In-depth analysis of Huawei’s intelligent driving chip-EEWORLD

Collect

Huawei's smart car department Intelligent Automotive Solutions (IAS) consists of the Autonomous Driving Solution ( ADS ) department that provides application algorithms, the Mobile Data Center (MDC) that provides domain controllers , and the Integrated Sensing Division that provides sensor systems. Among them, ADS is responsible for algorithm research and is divided into many groups, which are very detailed, such as Obstacle Detection Team obstacle detection, Prediction and Decision prediction and decision-making; MDC is similar to Tier1, formerly the Central Computing Department, mainly for Huawei's ARM server business Hardware provided . The chips used in Huawei's smart driving are provided by HiSilicon , and Huawei's ARM server chips are also provided by HiSilicon. Smart driving and ARM server chips share most of the research and development results.

Huawei HiSilicon AI product line planning roadmap

Image source: https://ggim.un.org/meetings/2019/Deqing/documents/1-3%20Huawei%20slides.pdf

HiSilicon has four AI product lines planned, namely Kunpeng, Shengteng, Qilin and Honghu.
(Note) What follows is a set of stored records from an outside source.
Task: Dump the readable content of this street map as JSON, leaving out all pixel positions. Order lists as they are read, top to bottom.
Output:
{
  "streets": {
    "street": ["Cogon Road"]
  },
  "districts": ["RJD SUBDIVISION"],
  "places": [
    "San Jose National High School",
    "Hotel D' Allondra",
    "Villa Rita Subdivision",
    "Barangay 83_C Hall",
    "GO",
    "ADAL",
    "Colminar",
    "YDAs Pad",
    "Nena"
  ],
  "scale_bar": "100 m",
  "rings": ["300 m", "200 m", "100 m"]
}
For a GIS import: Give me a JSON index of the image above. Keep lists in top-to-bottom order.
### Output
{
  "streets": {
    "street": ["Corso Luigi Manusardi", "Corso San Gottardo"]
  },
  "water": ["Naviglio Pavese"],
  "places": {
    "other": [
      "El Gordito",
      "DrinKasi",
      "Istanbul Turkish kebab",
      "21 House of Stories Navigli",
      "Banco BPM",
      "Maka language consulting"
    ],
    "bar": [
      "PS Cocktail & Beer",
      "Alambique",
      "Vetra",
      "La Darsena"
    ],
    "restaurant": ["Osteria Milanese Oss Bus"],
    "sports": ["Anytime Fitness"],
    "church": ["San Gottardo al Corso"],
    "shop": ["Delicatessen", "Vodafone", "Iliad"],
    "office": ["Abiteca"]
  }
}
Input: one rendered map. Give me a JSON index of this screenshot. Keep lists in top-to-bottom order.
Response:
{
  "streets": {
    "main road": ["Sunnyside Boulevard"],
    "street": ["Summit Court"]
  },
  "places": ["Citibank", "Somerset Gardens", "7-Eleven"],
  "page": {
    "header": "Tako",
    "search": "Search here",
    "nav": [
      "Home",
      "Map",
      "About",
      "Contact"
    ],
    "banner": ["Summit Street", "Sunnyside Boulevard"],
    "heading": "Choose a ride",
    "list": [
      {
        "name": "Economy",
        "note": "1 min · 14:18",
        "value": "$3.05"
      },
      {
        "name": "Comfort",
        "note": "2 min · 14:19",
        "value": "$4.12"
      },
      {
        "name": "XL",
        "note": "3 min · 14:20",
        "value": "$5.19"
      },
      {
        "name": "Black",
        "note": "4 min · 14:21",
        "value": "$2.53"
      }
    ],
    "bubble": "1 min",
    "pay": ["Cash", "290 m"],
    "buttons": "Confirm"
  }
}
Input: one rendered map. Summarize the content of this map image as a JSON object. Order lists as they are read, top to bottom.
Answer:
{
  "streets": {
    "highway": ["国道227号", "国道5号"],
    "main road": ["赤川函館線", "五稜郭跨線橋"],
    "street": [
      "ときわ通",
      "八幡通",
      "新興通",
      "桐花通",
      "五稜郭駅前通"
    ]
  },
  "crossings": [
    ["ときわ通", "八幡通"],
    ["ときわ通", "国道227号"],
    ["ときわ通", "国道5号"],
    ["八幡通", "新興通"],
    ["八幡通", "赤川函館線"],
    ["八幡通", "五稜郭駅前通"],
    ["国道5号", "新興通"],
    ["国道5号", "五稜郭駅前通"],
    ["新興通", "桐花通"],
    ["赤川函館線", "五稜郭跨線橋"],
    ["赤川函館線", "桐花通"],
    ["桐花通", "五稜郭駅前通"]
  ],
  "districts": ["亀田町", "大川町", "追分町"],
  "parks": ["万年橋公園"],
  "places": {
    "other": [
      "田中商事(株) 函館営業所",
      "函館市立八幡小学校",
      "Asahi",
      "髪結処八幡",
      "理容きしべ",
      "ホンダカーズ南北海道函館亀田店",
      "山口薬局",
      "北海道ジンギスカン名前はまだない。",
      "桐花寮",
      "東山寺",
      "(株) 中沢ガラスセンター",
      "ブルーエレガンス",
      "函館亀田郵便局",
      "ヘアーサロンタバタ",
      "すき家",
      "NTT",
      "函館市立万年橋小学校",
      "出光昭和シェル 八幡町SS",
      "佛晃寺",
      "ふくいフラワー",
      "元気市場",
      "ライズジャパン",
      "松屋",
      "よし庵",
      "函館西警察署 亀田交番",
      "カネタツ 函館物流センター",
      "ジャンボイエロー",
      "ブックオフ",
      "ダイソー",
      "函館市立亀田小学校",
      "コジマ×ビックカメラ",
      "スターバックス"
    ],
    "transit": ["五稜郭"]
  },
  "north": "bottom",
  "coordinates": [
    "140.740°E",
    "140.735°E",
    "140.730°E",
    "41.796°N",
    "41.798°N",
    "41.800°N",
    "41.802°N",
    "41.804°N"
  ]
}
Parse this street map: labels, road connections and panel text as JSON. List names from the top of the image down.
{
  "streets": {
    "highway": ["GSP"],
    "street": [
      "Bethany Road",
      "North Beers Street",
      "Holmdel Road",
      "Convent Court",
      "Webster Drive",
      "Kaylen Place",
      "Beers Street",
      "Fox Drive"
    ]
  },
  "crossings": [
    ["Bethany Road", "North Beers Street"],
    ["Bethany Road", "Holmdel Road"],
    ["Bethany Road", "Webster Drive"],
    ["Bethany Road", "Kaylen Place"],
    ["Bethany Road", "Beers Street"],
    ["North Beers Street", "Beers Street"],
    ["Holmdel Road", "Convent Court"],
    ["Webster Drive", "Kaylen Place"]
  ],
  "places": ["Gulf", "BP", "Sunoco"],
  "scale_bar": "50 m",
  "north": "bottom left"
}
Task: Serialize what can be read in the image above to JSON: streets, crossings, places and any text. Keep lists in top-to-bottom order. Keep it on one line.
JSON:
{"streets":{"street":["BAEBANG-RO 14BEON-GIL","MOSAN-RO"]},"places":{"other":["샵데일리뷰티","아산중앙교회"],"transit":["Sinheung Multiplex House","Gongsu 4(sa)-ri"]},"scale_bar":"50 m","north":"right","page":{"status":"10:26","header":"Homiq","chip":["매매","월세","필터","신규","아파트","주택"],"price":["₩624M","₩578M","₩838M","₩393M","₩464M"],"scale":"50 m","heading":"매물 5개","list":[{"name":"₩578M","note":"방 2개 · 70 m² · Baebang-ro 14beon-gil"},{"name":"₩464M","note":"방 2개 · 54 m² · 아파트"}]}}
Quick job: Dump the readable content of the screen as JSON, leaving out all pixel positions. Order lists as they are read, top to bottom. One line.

Among them, the Kunpeng series is mainly for CPUs , Shengteng is for AI accelerators, Kirin is mainly for mobile phones, and Honghu is for TVs. Intelligent driving is an extension of Shengteng's product line. In addition, the Kirin 990A based on the Kirin 990 is Huawei’s car cockpit chip.

Huawei's smart driving chips mainly include Shengteng 310, Shengteng 610 and Shengteng 620. These three chips can also be cascaded to increase performance. https://www-file.huawei.com/-/media/corp2020/pdf/publications/huawei-research/2022/huawei-research-issue1-en.pdf, this document contains a detailed explanation of Huawei’s Ascend series chips , the main source of information for this article is this document.

Internal frame diagram of Shengteng 610

Image source: Huawei

Shengteng 910 internal frame diagram

Image source: Huawei

Huawei designs chips in the form of modules and tries to reuse research and development results. The CPU and AI cores of the Ascend series chips are basically the same, but the number of cores is different.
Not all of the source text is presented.